## Aim of the task
The entries shown below should be output exactly as they appear.

____ Material provided

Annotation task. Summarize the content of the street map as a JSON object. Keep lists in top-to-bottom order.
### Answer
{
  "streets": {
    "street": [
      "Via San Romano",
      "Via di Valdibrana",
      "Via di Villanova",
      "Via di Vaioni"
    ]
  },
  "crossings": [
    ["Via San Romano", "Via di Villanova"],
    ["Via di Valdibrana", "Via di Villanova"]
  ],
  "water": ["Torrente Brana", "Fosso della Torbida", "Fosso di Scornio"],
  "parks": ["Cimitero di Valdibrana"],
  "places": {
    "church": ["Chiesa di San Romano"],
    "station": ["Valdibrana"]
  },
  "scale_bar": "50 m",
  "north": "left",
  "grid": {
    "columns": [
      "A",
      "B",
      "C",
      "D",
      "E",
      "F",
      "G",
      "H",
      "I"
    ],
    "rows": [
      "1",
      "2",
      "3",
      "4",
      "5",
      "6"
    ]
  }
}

________

## Written response
Annotation task. Summarize the content of the street map as a JSON object. Keep lists in top-to-bottom order.
### Answer
{
  "streets": {
    "street": [
      "Via San Romano",
      "Via di Valdibrana",
      "Via di Villanova",
      "Via di Vaioni"
    ]
  },
  "crossings": [
    ["Via San Romano", "Via di Villanova"],
    ["Via di Valdibrana", "Via di Villanova"]
  ],
  "water": ["Torrente Brana", "Fosso della Torbida", "Fosso di Scornio"],
  "parks": ["Cimitero di Valdibrana"],
  "places": {
    "church": ["Chiesa di San Romano"],
    "station": ["Valdibrana"]
  },
  "scale_bar": "50 m",
  "north": "left",
  "grid": {
    "columns": [
      "A",
      "B",
      "C",
      "D",
      "E",
      "F",
      "G",
      "H",
      "I"
    ],
    "rows": [
      "1",
      "2",
      "3",
      "4",
      "5",
      "6"
    ]
  }
}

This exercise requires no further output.